INSTRUCTIONS TO FOLLOW: From the first line to the last, repeat the data exactly and drop the pictures.

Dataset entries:

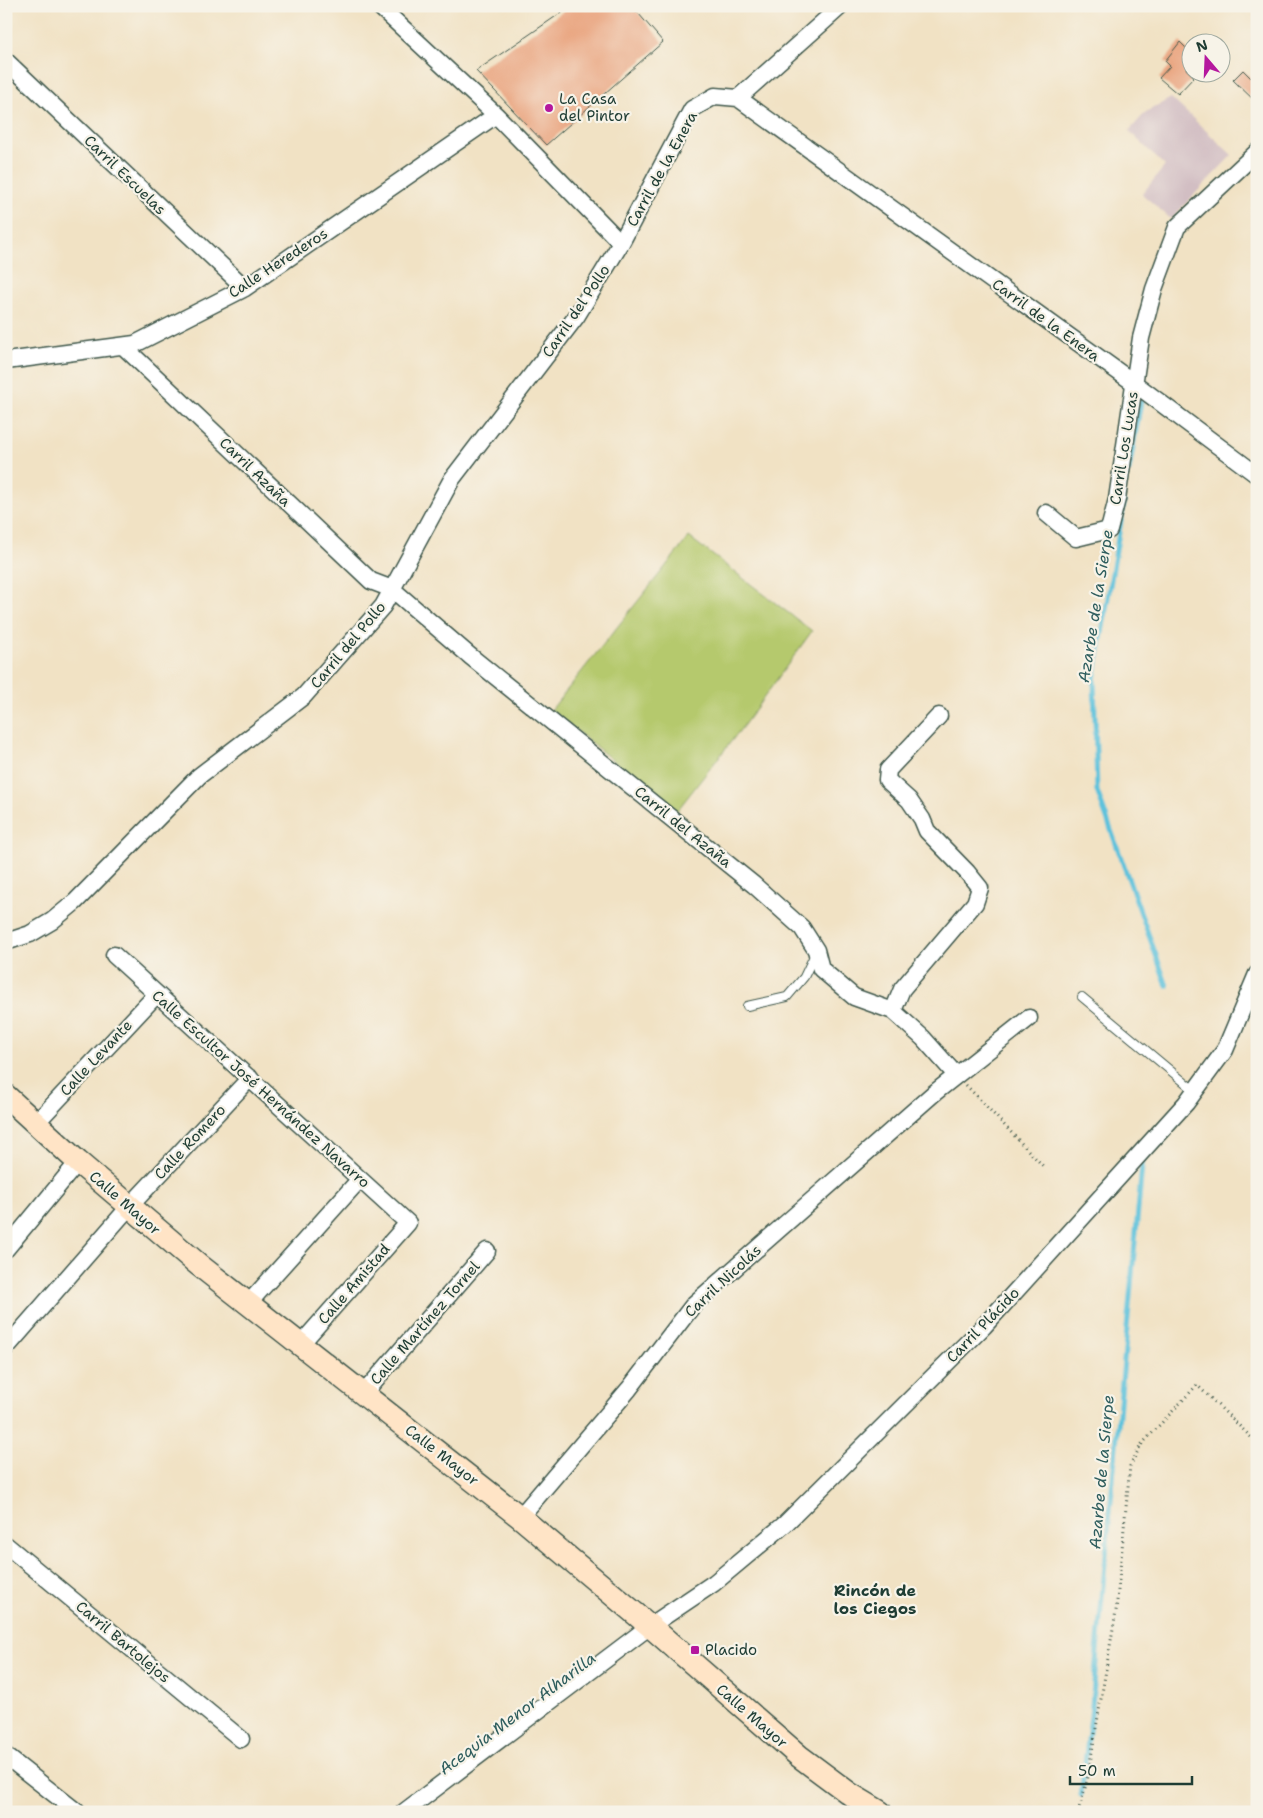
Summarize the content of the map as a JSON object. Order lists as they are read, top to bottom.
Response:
{
  "streets": {
    "main road": ["Calle Mayor"],
    "street": [
      "Carril de la Enera",
      "Carril Escuelas",
      "Calle Herederos",
      "Carril del Pollo",
      "Carril Los Lucas",
      "Carril Azaña",
      "Carril del Azaña",
      "Calle Levante",
      "Calle Escultor José Hernández Navarro",
      "Calle Romero",
      "Carril Nicolás",
      "Calle Amistad",
      "Calle Martínez Tornel",
      "Carril Plácido",
      "Carril Bartolejos"
    ]
  },
  "crossings": [
    ["Carril de la Enera", "Calle Herederos"],
    ["Carril de la Enera", "Carril del Pollo"],
    ["Carril de la Enera", "Carril Los Lucas"],
    ["Carril Escuelas", "Calle Herederos"],
    ["Calle Herederos", "Carril Azaña"],
    ["Carril del Pollo", "Carril Azaña"],
    ["Carril del Pollo", "Carril del Azaña"],
    ["Carril Azaña", "Carril del Azaña"],
    ["Carril del Azaña", "Carril Nicolás"],
    ["Calle Levante", "Calle Escultor José Hernández Navarro"],
    ["Calle Levante", "Calle Mayor"],
    ["Calle Escultor José Hernández Navarro", "Calle Romero"],
    ["Calle Escultor José Hernández Navarro", "Calle Amistad"],
    ["Calle Romero", "Calle Mayor"],
    ["Calle Mayor", "Carril Nicolás"],
    ["Calle Mayor", "Calle Amistad"],
    ["Calle Mayor", "Calle Martínez Tornel"],
    ["Calle Mayor", "Carril Plácido"]
  ],
  "districts": ["Rincón de los Ciegos"],
  "water": ["Azarbe de la Sierpe", "Acequia Menor Alharilla"],
  "places": {
    "other": ["La Casa del Pintor"],
    "transit": ["Placido"]
  },
  "scale_bar": "50 m",
  "north": "top"
}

FINISHED TASK:
Summarize the content of the map as a JSON object. Order lists as they are read, top to bottom.
Response:
{
  "streets": {
    "main road": ["Calle Mayor"],
    "street": [
      "Carril de la Enera",
      "Carril Escuelas",
      "Calle Herederos",
      "Carril del Pollo",
      "Carril Los Lucas",
      "Carril Azaña",
      "Carril del Azaña",
      "Calle Levante",
      "Calle Escultor José Hernández Navarro",
      "Calle Romero",
      "Carril Nicolás",
      "Calle Amistad",
      "Calle Martínez Tornel",
      "Carril Plácido",
      "Carril Bartolejos"
    ]
  },
  "crossings": [
    ["Carril de la Enera", "Calle Herederos"],
    ["Carril de la Enera", "Carril del Pollo"],
    ["Carril de la Enera", "Carril Los Lucas"],
    ["Carril Escuelas", "Calle Herederos"],
    ["Calle Herederos", "Carril Azaña"],
    ["Carril del Pollo", "Carril Azaña"],
    ["Carril del Pollo", "Carril del Azaña"],
    ["Carril Azaña", "Carril del Azaña"],
    ["Carril del Azaña", "Carril Nicolás"],
    ["Calle Levante", "Calle Escultor José Hernández Navarro"],
    ["Calle Levante", "Calle Mayor"],
    ["Calle Escultor José Hernández Navarro", "Calle Romero"],
    ["Calle Escultor José Hernández Navarro", "Calle Amistad"],
    ["Calle Romero", "Calle Mayor"],
    ["Calle Mayor", "Carril Nicolás"],
    ["Calle Mayor", "Calle Amistad"],
    ["Calle Mayor", "Calle Martínez Tornel"],
    ["Calle Mayor", "Carril Plácido"]
  ],
  "districts": ["Rincón de los Ciegos"],
  "water": ["Azarbe de la Sierpe", "Acequia Menor Alharilla"],
  "places": {
    "other": ["La Casa del Pintor"],
    "transit": ["Placido"]
  },
  "scale_bar": "50 m",
  "north": "top"
}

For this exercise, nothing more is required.